Step Therapy Requirements Before Farxiga
Aetna requires step therapy for the type 2 diabetes indication on most commercial plans. The standard step is metformin at a therapeutic dose (typically 1 to 000 mg twice daily or the maximum tolerated dose) for at least 90 days, with inadequate glycemic control documented by HbA1c at or above goal, or documented intolerance or contraindication.
Metformin contraindications that Aetna accepts as step therapy waivers include eGFR below 30 mL/min/1.73 m² (FDA label contraindicates metformin at this threshold) [7], confirmed lactic acidosis history, or documented gastrointestinal intolerance refractory to extended-release formulation. A prescriber letter documenting one of these is sufficient to bypass the metformin step.
Aetna does not typically require step therapy for the heart failure or CKD indications, because dapagliflozin is guideline-recommended first-line therapy for those conditions. For HFrEF, the 2022 AHA/ACC/HFSA Guideline gives SGLT2 inhibitors a Class I, Level A recommendation regardless of diabetes status [5]. Requesting approval under the HF or CKD indication, when clinically appropriate, can sometimes be faster than the diabetes pathway because it avoids the step therapy requirement entirely.
Some Aetna small-group and self-funded employer plans have modified formularies that do not require step therapy even for the diabetes indication. Confirming the specific plan's formulary through the CVS Caremark provider portal or by calling the member services number on the back of the insurance card is always the first step before submitting a PA.
The ADA 2024 Standards of Care state: "In patients with type 2 diabetes and established cardiovascular disease, heart failure, or CKD, an SGLT2 inhibitor with demonstrated benefit should be included as part of the glucose-lowering regimen independent of baseline HbA1c" [8]. That language explicitly decouples SGLT2 inhibitor use from prior metformin failure in high-risk populations, and it can be cited in a PA letter to argue against a step therapy requirement.
How to Appeal a Aetna (CVS Health) Denial of Farxiga
Aetna denials of Farxiga are appealable through a three-stage process, and roughly one-third of first-level appeals succeed when the submission includes complete clinical documentation. A denial is not a final answer.

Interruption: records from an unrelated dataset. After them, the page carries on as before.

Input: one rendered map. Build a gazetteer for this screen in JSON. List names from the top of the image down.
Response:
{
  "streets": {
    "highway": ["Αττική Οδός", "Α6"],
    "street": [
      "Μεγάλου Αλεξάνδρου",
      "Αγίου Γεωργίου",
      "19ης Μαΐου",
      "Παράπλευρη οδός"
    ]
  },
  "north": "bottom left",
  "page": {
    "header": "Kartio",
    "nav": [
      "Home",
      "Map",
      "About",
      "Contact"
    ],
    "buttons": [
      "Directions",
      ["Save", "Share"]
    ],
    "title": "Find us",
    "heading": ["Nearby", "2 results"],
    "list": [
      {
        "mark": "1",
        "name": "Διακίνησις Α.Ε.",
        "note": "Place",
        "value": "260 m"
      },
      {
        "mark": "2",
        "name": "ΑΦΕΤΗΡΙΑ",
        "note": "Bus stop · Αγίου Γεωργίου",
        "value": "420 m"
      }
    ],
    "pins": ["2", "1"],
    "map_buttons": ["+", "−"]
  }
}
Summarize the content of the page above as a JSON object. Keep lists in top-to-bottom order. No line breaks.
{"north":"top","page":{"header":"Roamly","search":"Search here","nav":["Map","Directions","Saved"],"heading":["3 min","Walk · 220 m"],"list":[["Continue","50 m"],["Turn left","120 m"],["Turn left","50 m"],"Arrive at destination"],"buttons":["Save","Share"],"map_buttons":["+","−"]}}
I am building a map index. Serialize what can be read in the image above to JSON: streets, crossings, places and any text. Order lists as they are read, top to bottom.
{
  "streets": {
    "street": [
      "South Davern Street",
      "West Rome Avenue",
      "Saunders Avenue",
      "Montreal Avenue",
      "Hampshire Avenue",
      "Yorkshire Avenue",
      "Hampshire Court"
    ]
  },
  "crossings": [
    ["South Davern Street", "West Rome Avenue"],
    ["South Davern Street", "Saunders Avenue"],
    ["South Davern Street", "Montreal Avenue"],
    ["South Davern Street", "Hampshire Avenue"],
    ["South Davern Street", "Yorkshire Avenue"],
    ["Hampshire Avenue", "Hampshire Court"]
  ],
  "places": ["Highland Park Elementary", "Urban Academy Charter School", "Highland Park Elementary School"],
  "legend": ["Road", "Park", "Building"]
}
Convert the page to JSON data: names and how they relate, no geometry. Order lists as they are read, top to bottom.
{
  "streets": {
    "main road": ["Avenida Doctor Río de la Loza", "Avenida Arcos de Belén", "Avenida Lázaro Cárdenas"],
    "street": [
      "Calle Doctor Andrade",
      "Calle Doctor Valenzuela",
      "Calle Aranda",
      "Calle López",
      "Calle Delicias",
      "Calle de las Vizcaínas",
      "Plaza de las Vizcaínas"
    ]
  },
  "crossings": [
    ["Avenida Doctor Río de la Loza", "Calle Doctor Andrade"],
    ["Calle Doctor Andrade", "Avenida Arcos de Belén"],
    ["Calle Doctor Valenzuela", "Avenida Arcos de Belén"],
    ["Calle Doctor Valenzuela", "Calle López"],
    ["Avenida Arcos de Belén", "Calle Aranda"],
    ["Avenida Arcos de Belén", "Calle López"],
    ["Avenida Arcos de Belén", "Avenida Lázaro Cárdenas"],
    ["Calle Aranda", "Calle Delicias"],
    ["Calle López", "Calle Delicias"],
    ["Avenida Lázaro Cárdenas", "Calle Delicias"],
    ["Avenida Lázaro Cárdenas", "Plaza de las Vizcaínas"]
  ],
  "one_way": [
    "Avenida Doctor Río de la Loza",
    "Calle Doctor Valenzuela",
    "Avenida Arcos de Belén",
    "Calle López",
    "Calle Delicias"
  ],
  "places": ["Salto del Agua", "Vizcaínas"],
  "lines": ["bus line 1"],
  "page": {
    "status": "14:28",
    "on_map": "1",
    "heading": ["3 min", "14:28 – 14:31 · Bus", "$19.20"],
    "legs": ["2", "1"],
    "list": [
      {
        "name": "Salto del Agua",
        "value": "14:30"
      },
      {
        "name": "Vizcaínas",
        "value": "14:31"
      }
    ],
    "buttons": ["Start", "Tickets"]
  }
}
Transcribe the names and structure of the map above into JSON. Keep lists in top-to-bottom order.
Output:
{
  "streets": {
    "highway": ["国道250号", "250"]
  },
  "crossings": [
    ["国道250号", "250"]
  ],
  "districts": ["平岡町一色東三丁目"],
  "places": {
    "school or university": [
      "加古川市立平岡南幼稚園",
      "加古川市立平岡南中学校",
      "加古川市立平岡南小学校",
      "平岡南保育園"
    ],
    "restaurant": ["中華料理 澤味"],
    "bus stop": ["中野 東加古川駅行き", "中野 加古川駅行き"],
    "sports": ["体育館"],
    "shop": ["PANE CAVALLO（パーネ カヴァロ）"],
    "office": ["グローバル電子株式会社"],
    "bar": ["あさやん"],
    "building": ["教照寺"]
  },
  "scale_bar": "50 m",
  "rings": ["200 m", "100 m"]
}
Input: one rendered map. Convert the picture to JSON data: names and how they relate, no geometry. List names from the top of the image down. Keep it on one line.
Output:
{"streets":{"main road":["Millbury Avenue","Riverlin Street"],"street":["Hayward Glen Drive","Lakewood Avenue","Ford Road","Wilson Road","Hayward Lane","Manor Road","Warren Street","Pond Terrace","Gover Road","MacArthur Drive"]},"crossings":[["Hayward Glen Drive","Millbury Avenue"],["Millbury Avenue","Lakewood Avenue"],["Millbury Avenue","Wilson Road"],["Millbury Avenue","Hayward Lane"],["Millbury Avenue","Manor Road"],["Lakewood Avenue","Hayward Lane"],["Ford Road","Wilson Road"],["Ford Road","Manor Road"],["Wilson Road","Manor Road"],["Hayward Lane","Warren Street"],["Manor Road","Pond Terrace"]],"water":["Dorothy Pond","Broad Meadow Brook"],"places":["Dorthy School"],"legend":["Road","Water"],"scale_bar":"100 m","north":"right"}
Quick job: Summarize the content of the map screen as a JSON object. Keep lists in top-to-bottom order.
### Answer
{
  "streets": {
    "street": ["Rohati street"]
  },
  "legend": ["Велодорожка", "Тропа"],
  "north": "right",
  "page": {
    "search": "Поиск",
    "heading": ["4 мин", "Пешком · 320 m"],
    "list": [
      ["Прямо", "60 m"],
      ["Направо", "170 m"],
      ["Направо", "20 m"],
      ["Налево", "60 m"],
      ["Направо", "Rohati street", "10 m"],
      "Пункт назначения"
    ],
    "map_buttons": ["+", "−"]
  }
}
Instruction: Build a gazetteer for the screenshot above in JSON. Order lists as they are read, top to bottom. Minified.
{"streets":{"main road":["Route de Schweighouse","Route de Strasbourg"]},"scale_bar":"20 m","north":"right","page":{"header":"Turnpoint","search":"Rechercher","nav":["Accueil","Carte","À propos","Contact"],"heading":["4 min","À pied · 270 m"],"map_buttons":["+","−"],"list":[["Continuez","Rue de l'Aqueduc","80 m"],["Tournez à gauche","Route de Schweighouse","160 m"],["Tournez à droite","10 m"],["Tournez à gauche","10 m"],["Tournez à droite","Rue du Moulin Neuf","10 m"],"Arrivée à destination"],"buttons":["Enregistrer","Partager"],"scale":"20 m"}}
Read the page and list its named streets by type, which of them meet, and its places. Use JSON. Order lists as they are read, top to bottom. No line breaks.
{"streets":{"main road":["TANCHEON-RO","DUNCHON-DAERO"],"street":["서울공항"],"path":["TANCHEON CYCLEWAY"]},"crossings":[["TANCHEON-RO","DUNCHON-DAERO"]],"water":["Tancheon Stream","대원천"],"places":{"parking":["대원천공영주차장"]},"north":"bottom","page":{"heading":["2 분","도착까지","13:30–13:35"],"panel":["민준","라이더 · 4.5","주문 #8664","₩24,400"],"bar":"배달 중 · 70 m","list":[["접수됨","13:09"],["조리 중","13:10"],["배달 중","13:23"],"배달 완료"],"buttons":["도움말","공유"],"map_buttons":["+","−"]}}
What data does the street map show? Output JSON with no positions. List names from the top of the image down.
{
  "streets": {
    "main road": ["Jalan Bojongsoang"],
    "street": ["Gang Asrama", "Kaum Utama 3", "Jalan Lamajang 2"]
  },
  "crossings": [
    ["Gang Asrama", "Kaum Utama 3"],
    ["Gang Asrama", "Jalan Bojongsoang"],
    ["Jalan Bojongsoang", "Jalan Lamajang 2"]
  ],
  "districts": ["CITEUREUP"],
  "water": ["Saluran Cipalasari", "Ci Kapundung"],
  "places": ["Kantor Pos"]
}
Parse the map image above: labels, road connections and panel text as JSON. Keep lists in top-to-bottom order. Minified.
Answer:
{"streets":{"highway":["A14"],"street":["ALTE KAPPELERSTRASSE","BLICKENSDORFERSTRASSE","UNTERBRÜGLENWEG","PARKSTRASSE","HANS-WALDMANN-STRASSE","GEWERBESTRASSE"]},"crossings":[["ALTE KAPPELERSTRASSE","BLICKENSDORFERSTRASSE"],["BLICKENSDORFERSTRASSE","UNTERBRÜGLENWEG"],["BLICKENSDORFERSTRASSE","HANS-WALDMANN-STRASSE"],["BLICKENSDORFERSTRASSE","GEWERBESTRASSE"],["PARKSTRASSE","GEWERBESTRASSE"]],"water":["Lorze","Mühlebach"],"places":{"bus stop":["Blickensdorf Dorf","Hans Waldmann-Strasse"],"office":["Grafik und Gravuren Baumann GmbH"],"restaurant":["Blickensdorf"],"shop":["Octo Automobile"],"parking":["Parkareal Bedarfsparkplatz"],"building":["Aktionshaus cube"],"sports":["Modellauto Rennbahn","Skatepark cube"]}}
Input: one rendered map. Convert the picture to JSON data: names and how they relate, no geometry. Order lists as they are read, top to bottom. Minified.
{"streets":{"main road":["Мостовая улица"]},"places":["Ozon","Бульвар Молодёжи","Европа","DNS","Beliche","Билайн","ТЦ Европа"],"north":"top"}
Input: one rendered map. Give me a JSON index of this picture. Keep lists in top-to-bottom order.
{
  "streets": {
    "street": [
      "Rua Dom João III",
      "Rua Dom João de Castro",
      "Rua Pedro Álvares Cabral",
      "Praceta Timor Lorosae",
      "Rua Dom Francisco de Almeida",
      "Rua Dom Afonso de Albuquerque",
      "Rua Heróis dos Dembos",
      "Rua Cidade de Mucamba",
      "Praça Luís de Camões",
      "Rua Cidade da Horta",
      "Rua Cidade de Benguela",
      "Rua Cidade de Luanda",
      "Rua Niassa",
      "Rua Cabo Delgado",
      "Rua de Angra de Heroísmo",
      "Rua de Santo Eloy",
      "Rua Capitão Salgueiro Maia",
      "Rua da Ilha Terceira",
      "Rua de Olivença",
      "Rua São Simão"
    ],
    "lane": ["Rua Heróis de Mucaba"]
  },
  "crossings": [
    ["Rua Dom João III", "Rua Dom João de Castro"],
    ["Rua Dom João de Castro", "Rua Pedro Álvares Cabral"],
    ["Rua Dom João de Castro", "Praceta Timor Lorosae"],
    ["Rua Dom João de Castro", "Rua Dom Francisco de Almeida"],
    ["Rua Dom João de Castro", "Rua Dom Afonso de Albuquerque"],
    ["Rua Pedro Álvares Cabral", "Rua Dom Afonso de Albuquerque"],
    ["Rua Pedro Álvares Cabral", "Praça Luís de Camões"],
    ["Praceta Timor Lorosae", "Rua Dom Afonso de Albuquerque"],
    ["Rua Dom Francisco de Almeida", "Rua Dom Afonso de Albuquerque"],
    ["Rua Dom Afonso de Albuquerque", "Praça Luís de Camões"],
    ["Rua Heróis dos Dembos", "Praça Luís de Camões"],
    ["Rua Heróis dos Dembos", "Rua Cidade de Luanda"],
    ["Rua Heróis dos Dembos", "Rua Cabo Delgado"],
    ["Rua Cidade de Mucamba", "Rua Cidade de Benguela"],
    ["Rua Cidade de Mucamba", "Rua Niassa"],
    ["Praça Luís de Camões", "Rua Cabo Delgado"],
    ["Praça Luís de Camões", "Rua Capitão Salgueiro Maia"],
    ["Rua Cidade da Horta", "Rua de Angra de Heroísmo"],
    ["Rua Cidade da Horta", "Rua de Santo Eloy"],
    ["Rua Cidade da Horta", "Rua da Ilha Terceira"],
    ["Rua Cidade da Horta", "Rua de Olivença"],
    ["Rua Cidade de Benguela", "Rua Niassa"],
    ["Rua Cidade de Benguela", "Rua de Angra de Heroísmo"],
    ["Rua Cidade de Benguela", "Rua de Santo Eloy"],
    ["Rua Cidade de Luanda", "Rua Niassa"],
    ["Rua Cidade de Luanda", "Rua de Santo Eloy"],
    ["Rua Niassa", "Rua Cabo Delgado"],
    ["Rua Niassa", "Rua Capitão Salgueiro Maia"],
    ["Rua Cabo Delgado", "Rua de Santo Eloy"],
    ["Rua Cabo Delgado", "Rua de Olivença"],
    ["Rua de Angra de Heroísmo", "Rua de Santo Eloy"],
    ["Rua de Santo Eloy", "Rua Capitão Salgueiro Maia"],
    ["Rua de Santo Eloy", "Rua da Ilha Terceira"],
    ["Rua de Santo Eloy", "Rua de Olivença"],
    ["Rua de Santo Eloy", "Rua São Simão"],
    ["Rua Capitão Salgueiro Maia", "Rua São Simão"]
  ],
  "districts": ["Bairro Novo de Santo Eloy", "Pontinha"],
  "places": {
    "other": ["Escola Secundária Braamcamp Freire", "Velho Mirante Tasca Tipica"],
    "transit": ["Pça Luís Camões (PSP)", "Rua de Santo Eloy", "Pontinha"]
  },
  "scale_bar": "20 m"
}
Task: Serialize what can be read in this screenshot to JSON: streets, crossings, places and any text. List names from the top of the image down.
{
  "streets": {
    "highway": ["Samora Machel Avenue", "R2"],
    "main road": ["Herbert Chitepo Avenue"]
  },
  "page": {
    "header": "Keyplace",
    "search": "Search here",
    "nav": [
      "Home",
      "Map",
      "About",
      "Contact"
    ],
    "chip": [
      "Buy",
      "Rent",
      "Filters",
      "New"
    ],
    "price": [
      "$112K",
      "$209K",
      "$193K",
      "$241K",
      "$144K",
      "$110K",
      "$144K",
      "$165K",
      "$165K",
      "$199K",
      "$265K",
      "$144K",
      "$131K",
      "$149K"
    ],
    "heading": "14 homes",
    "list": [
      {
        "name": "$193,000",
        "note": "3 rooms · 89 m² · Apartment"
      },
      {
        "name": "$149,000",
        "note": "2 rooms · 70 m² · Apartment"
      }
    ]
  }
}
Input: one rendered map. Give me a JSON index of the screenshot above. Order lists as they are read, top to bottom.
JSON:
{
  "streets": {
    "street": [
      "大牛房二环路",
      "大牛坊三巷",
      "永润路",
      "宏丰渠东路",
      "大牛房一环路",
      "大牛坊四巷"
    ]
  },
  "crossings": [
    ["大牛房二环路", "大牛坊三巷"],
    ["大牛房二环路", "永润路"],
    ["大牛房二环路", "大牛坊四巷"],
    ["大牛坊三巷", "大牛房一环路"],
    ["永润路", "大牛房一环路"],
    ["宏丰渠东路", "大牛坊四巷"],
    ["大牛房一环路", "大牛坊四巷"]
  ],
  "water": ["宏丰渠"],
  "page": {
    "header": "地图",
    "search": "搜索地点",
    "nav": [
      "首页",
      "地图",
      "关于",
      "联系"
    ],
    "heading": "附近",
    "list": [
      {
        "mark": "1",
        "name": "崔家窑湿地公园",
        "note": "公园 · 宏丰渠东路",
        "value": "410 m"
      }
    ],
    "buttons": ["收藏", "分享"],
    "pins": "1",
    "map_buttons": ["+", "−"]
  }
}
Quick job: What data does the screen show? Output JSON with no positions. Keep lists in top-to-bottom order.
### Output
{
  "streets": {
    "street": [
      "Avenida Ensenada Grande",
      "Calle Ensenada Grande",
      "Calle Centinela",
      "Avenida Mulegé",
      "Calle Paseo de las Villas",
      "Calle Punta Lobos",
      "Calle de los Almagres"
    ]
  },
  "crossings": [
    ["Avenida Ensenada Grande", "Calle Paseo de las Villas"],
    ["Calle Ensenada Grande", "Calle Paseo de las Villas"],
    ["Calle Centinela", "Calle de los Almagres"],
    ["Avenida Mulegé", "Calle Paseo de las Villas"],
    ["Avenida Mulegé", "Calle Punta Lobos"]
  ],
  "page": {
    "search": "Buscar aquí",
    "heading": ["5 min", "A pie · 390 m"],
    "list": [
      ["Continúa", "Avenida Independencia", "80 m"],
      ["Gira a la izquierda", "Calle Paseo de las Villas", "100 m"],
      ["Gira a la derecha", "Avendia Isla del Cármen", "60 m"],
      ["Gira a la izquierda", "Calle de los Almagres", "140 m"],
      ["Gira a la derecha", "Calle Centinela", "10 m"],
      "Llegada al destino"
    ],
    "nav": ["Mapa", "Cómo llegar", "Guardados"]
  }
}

Stage 1: First-level internal appeal. The prescriber or patient must submit a written appeal within 180 days of the denial notice. The appeal should include: (a) a letter of medical necessity from the prescribing physician citing specific guideline language and trial data, (b) all lab values supporting the indication, (c) documentation of any step therapy completed or contraindicated, and (d) peer-reviewed references such as DAPA-HF [2] or DAPA-CKD [4]. Aetna must respond within 30 days for non-urgent appeals and 72 hours for urgent appeals under ERISA and ACA requirements.
Stage 2: Second-level internal appeal. If the first-level appeal is denied, the patient may request a second-level review. At this stage, Aetna is required to have the case reviewed by a clinician who was not involved in the original decision.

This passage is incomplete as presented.